Roughly a year ago there was a general apprehension among investors concerning wide credit spreads and many opted to wait until after the anticipated recession before committing to credit investments.
Since then, the economy has proved to be surprisingly resilient, and spreads have tightened considerably. Now the sentiment has shifted to a sense of urgency as investors find themselves contemplating their missed opportunity.
But these credit risk fears and an obsession with timing an entry point based on spreads are misplaced, according to Tajana Greil-Castro, Co-head of Public Markets, Muzinich & Co.
“People constantly try to talk themselves out of credit,” she told FSA in an interview. “Credit is not an asset class where you need to time the market. It’s an asset class that gives you additional carry because it offers you credit spreads.”
“Credit spreads tend to lower your overall fixed income volatility because the carry gives you an additional buffer, because the excess return opportunity can decrease the effect of the volatility of underlying interest rates,” said Greil-Castro (pictured).
“It’s an asset class that you do not need to dip in and out, it’s an asset class that you own over the long-run.”

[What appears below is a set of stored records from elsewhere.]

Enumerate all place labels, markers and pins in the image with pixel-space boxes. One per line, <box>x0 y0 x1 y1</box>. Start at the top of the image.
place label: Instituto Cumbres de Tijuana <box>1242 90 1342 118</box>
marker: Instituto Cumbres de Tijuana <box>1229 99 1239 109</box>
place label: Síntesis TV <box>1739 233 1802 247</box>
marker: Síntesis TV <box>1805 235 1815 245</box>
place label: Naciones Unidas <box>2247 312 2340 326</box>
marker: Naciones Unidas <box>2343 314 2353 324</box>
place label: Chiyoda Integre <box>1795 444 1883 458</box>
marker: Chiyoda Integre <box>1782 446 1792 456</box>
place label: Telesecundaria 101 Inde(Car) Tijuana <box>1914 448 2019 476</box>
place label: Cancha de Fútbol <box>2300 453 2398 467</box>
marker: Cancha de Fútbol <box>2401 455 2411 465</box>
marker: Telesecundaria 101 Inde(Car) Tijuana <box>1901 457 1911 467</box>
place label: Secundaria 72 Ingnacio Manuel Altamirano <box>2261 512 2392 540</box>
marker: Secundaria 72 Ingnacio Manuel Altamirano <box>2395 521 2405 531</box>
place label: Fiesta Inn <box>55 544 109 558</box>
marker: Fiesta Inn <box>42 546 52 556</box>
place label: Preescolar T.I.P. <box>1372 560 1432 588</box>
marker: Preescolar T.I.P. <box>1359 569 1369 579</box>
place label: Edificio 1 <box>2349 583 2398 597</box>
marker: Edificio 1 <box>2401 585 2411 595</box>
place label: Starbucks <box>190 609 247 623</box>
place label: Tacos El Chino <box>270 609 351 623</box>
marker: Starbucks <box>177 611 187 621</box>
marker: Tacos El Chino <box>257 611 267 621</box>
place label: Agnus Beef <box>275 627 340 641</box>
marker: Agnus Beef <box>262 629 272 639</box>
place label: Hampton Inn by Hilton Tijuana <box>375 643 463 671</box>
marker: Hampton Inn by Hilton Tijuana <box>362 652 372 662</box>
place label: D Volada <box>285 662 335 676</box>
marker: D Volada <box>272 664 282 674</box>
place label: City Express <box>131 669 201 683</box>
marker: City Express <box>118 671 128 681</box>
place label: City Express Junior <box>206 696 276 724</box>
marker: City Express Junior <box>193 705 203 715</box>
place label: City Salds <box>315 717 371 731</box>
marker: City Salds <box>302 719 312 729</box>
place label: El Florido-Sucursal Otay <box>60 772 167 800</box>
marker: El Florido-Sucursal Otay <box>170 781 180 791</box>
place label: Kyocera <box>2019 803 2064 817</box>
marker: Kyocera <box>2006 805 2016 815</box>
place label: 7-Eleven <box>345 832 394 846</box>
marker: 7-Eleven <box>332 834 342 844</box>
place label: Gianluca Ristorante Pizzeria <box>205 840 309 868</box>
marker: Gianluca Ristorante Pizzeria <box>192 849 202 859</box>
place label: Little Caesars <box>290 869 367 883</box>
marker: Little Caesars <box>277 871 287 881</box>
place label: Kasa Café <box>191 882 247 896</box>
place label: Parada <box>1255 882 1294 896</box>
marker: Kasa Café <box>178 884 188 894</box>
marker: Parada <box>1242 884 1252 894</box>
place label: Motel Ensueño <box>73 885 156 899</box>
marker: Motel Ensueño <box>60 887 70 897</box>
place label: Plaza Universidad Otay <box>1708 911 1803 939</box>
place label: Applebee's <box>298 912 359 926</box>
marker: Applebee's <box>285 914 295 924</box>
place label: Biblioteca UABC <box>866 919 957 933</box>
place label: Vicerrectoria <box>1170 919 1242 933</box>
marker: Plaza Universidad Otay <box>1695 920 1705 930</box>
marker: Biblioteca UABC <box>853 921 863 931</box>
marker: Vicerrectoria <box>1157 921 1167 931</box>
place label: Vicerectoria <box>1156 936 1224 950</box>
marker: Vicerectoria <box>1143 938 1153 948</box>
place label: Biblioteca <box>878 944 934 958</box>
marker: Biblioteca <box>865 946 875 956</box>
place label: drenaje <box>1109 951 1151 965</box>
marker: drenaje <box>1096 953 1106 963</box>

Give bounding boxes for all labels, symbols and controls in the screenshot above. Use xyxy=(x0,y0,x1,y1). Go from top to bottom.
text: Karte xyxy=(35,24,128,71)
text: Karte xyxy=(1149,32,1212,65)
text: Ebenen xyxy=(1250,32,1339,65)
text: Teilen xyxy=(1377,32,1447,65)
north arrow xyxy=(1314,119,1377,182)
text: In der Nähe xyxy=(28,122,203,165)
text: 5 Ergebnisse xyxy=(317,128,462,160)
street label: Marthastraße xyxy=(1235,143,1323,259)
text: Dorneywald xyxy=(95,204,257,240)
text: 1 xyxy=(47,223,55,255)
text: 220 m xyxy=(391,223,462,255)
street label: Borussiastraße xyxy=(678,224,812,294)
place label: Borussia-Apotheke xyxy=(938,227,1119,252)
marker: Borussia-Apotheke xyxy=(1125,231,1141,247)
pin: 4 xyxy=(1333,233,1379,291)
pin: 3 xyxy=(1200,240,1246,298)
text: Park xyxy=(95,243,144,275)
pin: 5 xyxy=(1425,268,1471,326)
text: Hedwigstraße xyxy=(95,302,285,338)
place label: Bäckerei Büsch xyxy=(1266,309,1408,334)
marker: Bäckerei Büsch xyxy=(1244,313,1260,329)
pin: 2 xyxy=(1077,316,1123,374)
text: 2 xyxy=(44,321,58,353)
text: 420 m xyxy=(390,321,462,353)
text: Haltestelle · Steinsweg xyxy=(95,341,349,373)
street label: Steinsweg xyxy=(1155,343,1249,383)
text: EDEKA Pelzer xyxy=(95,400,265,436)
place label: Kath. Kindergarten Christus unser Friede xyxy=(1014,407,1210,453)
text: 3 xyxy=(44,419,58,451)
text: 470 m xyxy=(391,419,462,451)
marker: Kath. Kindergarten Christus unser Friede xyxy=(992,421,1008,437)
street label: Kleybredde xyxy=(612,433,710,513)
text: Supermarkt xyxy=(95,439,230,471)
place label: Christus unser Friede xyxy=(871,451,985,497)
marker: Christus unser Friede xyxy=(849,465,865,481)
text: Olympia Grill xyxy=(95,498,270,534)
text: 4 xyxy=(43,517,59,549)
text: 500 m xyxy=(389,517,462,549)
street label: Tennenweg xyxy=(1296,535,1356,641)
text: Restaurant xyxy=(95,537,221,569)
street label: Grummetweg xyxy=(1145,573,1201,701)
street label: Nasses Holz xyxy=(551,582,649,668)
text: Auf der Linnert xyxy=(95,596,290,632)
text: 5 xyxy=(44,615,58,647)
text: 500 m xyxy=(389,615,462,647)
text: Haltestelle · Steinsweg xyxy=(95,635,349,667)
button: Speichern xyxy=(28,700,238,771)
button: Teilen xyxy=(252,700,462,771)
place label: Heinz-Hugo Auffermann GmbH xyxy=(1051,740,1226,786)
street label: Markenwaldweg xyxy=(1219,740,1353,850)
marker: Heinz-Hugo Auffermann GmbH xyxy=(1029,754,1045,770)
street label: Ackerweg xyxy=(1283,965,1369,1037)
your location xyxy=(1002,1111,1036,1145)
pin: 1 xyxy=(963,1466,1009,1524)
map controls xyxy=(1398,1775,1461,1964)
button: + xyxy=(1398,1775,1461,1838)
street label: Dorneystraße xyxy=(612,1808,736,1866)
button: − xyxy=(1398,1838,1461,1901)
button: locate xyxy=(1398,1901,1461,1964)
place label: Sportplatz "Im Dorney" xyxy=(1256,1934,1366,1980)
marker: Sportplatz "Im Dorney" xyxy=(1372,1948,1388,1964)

Biases formed after the GFC
Investors’ perspectives might be skewed by their biases formed over the past decade of ultra-low interest rates between 2010 and 2021.
Greil-Castro, who is also the lead portfolio manager of the $8.8bn Muzinich Enhancedyield Short-Term fund, emphasised the importance of higher coupons in today’s environment.
After the global financial crisis of 2009 and for the decade that followed, interest rates were close to zero and quantitative easing (QE) was ever-present.
“This meant that spreads were the only game in town,” the portfolio manager said. “You owned the spread, that was your yield. People got used to returns coming from spreads and not from interest rates.”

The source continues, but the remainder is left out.